Please take the records that follow and repeat exactly the lines starting with the line with "solid #fff;border-radius:50%;background:#1a73e8;box-shadow:0 0" and going on through the line with "-41px;filter:drop-shadow(0 1px 2px".

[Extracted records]
====

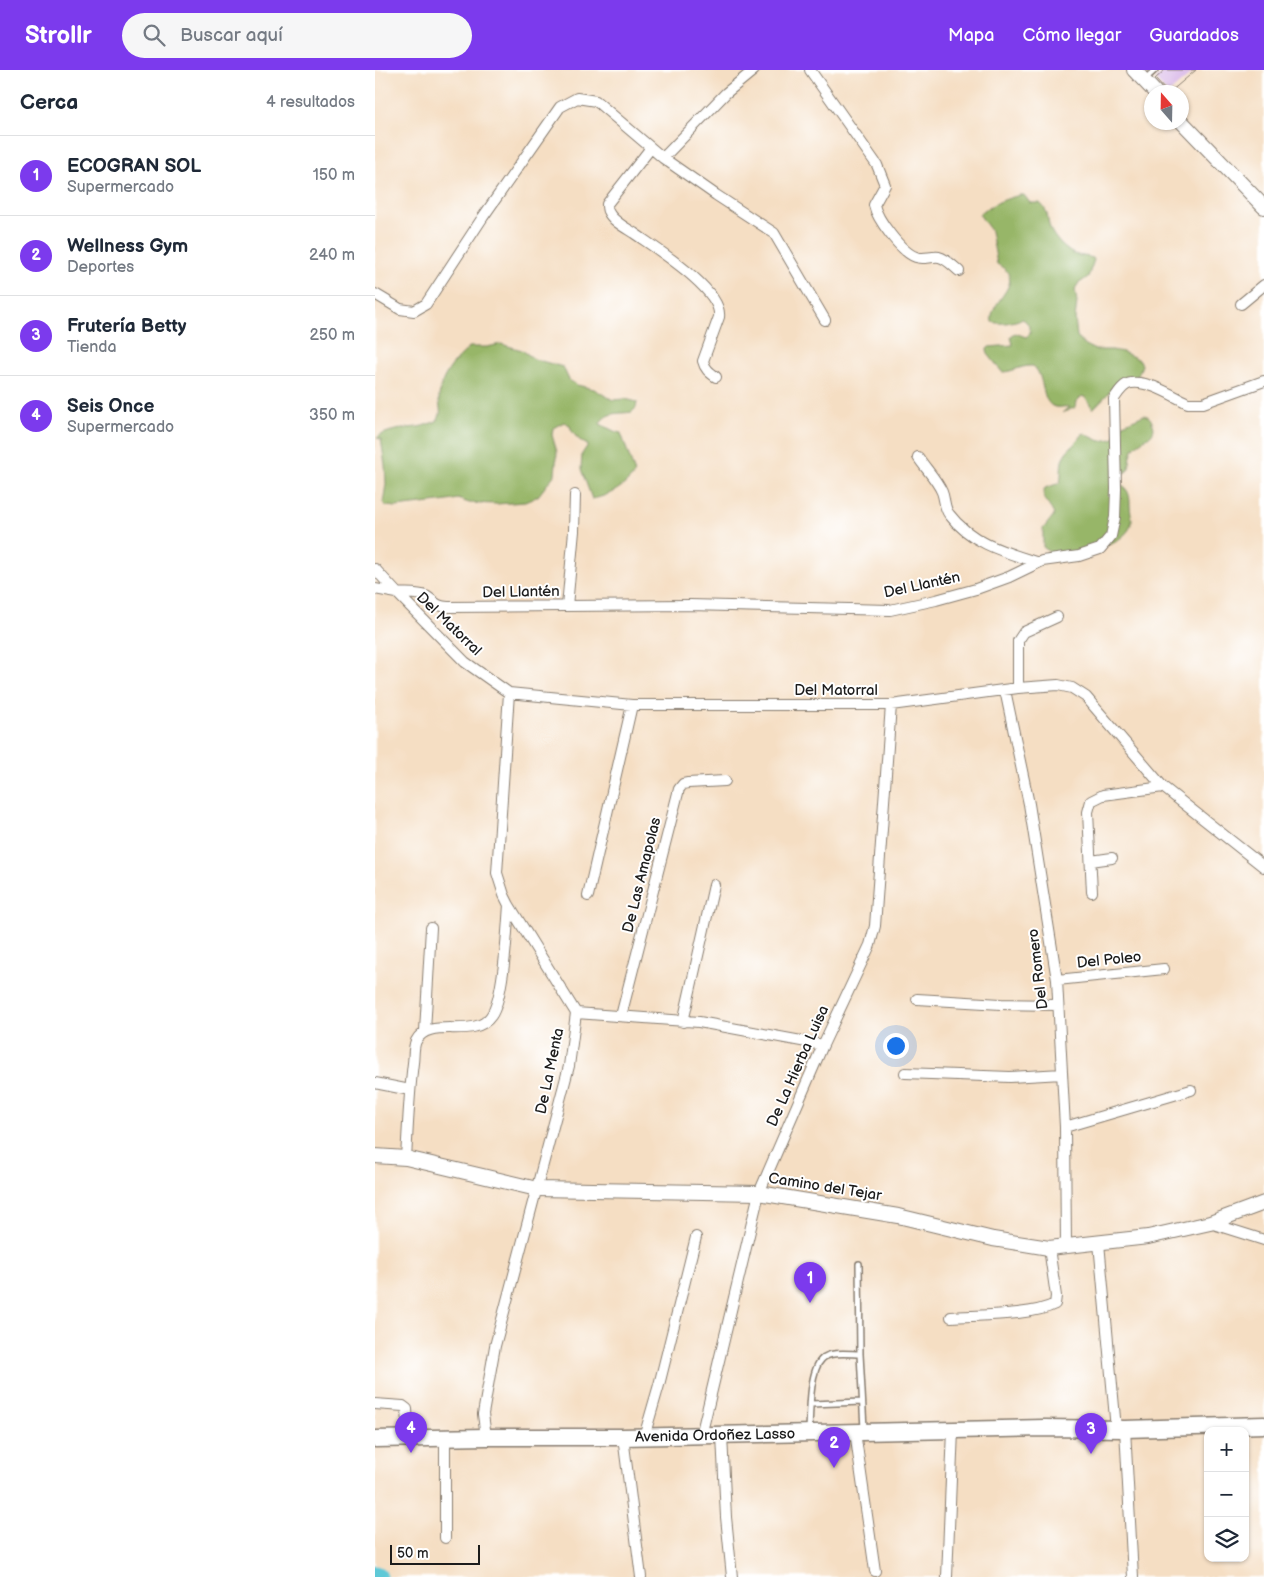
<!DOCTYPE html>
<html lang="es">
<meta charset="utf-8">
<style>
body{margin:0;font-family:"Balsamiq Sans",sans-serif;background:#f6f6f7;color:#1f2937}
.controls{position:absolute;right:15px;bottom:15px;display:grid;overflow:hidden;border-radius:10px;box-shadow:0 1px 4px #0004}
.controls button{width:45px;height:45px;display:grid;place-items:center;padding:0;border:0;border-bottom:1px solid #e0e1e3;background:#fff;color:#1f2937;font:25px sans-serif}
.compass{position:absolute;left:769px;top:15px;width:45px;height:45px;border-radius:50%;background:#fff;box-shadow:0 1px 4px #0004;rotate:340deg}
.scale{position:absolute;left:15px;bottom:12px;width:90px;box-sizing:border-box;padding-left:5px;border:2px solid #1c1c1c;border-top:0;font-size:14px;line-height:18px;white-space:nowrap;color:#1c1c1c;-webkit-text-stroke:4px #fff;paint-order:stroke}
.you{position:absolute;left:520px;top:975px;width:18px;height:18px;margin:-12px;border:4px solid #fff;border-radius:50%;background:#1a73e8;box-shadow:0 0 0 8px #1a73e833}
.badge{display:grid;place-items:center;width:32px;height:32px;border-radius:50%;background:#7c3aed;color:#fff;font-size:16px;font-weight:700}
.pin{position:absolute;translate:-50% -41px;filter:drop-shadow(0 1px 2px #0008)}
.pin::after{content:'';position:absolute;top:26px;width:18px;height:15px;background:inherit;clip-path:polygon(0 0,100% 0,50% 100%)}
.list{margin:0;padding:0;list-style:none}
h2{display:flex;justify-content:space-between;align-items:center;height:65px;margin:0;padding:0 20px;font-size:21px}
h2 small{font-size:16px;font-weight:400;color:#747a83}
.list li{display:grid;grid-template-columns:32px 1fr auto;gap:15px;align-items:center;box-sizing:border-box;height:80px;padding:0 20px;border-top:1px solid #e0e1e3}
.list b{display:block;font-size:19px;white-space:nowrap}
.list p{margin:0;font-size:16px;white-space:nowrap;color:#747a83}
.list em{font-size:16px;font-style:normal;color:#747a83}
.icon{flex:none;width:28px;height:28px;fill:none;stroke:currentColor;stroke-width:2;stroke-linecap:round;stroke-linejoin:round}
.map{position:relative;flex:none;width:889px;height:1507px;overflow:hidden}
header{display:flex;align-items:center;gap:30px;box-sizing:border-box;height:70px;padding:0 25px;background:#7c3aed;color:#fff}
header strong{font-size:24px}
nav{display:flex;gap:28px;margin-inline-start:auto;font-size:18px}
.search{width:350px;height:45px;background:#f6f6f7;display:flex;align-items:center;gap:12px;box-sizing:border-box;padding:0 18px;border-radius:28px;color:#747a83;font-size:19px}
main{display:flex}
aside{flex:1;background:#fff}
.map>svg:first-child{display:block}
</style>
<header>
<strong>Strollr</strong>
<div class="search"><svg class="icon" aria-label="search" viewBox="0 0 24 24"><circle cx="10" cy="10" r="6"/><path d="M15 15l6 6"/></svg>Buscar aquí</div>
<nav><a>Mapa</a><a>Cómo llegar</a><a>Guardados</a></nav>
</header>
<main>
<aside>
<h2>Cerca<small>4 resultados</small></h2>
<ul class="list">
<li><span class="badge">1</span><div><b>ECOGRAN SOL</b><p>Supermercado</p></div><em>150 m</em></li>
<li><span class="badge">2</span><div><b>Wellness Gym</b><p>Deportes</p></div><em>240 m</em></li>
<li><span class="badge">3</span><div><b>Frutería Betty</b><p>Tienda</p></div><em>250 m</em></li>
<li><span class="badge">4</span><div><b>Seis Once</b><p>Supermercado</p></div><em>350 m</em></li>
</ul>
</aside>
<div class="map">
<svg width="889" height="1507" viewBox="0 0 889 1507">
<rect width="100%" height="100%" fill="#fff"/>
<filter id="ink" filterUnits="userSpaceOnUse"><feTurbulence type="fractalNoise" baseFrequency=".02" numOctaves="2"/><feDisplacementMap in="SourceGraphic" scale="10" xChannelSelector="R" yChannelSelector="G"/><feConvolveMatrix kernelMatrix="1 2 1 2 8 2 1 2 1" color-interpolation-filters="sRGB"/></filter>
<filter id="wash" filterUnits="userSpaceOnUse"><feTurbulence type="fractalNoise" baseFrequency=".0096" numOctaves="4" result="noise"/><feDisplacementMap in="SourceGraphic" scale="20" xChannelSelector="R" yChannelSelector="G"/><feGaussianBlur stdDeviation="1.12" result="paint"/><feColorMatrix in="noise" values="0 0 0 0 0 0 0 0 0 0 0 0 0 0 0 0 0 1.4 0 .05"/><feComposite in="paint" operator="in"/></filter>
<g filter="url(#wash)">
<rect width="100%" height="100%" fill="#f5dec3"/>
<path fill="#97b668" stroke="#5a6942" d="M645 125H649L655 133H665C675 143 671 147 675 158 678 167 690 180 699 184 705 186 711 186 718 188L719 190 713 207 703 214 700 219 702 232 700 248 702 266 708 274 720 280H737L748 282 765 290 767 295 762 308 744 312 718 339 711 328 707 326 702 331 701 337 687 343 694 337C689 336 685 338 681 337 665 335 671 306 658 296 647 295 638 302 627 302L613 284 612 279 614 277 638 275 636 266 640 263 651 267 655 264C655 258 653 251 647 249 638 252 627 255 617 252 613 230 655 212 622 194L616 161 604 144C616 134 630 129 645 125Z
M126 274 147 280 159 289 188 297 194 310 202 315 219 319 238 330 250 329 262 332 261 338 257 342C246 344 230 341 225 354L241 362 246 363 260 403C250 417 234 426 217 429L206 399 207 384 213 375C205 372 196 363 195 355L189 352 178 358 177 365 182 382 180 404 163 426 157 429 150 432 121 434 94 433 83 429 73 431 21 437 11 436 8 433 11 414 10 395 6 369 2 368C10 360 32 358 43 357 49 356 56 353 62 351 68 342 64 338 64 329 64 308 79 291 93 279L94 277H112Z
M769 345C773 346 775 347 777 352 785 366 765 369 759 378 754 386 756 398 752 401 750 403 747 403 745 405L744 414C754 419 755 425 755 436 755 441 757 446 757 451 753 481 690 483 668 485L675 482 668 477V459L679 445C676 436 665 429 670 418L685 413C687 405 685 396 688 388 692 377 703 374 708 363L725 371 738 369 748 354Z"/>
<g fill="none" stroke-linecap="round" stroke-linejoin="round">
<path stroke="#5ec9d7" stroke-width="21" d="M0 1506 2 1507"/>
</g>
<g id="blocks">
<path fill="#d1abe3" d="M790 0H821L795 22H792L780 9Z"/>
</g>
</g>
<g filter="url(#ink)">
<use href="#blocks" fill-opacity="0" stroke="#887d70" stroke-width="1"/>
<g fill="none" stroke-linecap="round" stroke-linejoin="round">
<g stroke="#887d70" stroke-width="8">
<path id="lane" d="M769 10 780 0
M484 1194 485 1284
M436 1334 487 1332
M434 1361C435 1344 434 1301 447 1289 455 1281 474 1284 485 1284L489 1359"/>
</g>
<g stroke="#887d70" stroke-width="12">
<path id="street" d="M435 0 502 95 510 115 499 135C502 149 526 182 541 187 548 190 556 186 564 187 572 189 578 196 584 201
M275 79 232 134C232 136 232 139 233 141 237 151 251 158 259 163 280 178 348 220 344 247L328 291C330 299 334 302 341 307
M288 88 341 125 399 163 450 250
M0 224 25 239 39 241 51 234 108 147 185 37 202 28 221 31 288 88 351 23 379 0
M866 234 889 215
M543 387C550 398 562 410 567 422 570 429 569 438 574 444 596 473 629 482 661 492
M0 499 22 523C30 524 43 523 51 526 61 532 60 536 73 537L315 535 515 540 561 530 601 519 634 507 667 491 704 486 725 479 736 466 740 447 741 419 739 329C743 323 748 314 756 313 773 310 798 326 813 333H828L889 311
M0 519 22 523 90 592 134 623 257 635H516L643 618 683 615 697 618 711 627 788 717 889 797
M192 536 199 461 200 425
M643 618V571L649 562 682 547
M630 620 654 734 682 910 690 1057 691 1177
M716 791 737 788
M717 822 713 742 716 731 728 725 788 717
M213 826 257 635
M682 910 789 899
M542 929 626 934 683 935
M201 943 324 952 448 975
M246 946 304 719 308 714 313 713 350 711
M308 952 339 815
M50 961 56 858
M530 1003 635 1007 687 1004
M0 1013 35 1020
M690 1057 816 1020
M31 1088C33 1056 34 1025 38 993 39 987 38 977 41 971 54 945 99 971 116 946 129 928 132 860 134 835
M835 1153 889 1170
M724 1173 741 1359
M576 1247C604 1245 657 1246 680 1234L681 1226 674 1178
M0 1334 28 1336 32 1339 34 1369
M750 1359 758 1507
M480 1362 500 1501
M347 1365 351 1447 357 1507
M326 1366 384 1123 448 975 495 875 500 856 516 635
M111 1367 108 1344 120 1276 194 996 201 943 134 835 129 825 122 803 134 623
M248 1367 266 1507
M269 1367 284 1315 321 1167
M70 1468V1368
M572 1507 578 1360"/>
</g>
<g stroke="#887d70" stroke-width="16">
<path id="secondary" d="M759 0 780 22
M806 51 889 137
M0 1086 31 1088 162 1119 384 1123 523 1146 618 1169 674 1178 773 1167 835 1153 889 1133"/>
</g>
<g stroke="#887d70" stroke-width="19">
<g id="primary">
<path id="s1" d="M0 1369 111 1367H248L669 1358 750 1359 889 1355"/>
</g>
</g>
<use href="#lane" stroke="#fff" stroke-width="5"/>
<use href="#street" stroke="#fff" stroke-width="10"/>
<use href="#secondary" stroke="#fff" stroke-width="14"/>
<use href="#primary" stroke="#fff" stroke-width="16"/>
</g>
</g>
<g text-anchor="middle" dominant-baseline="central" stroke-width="4" stroke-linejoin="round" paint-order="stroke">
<g font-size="15" fill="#1c1c1c" stroke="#fff">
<text transform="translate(547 515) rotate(-12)">Del Llantén</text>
<text transform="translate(146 522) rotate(-1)">Del Llantén</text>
<text transform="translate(74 554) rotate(44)">Del Matorral</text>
<text x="461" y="620">Del Matorral</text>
<text transform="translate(267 805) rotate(-76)">De Las Amapolas</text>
<text transform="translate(734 890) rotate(-6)">Del Poleo</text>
<text transform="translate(663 899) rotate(-97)">Del Romero</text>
<text transform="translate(423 996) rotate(-66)">De La Hierba Luisa</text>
<text transform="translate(175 1001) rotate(-78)">De La Menta</text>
<text transform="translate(450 1117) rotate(9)">Camino del Tejar</text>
<text stroke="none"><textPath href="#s1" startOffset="340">Avenida Ordoñez Lasso</textPath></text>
</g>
</g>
</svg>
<div class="controls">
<button>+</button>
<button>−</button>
<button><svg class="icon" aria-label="layers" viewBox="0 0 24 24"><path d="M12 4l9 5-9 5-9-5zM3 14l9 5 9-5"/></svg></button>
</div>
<svg class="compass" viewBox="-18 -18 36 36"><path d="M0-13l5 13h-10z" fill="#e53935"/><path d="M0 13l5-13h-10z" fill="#747a83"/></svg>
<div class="scale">50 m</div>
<div class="you"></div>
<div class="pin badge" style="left:435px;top:1233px">1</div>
<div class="pin badge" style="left:459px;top:1398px">2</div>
<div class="pin badge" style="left:716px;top:1384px">3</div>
<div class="pin badge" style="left:36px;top:1383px">4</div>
</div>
</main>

====

▶ [The completed task]:
.you{position:absolute;left:520px;top:975px;width:18px;height:18px;margin:-12px;border:4px solid #fff;border-radius:50%;background:#1a73e8;box-shadow:0 0 0 8px #1a73e833}
.badge{display:grid;place-items:center;width:32px;height:32px;border-radius:50%;background:#7c3aed;color:#fff;font-size:16px;font-weight:700}
.pin{position:absolute;translate:-50% -41px;filter:drop-shadow(0 1px 2px #0008)}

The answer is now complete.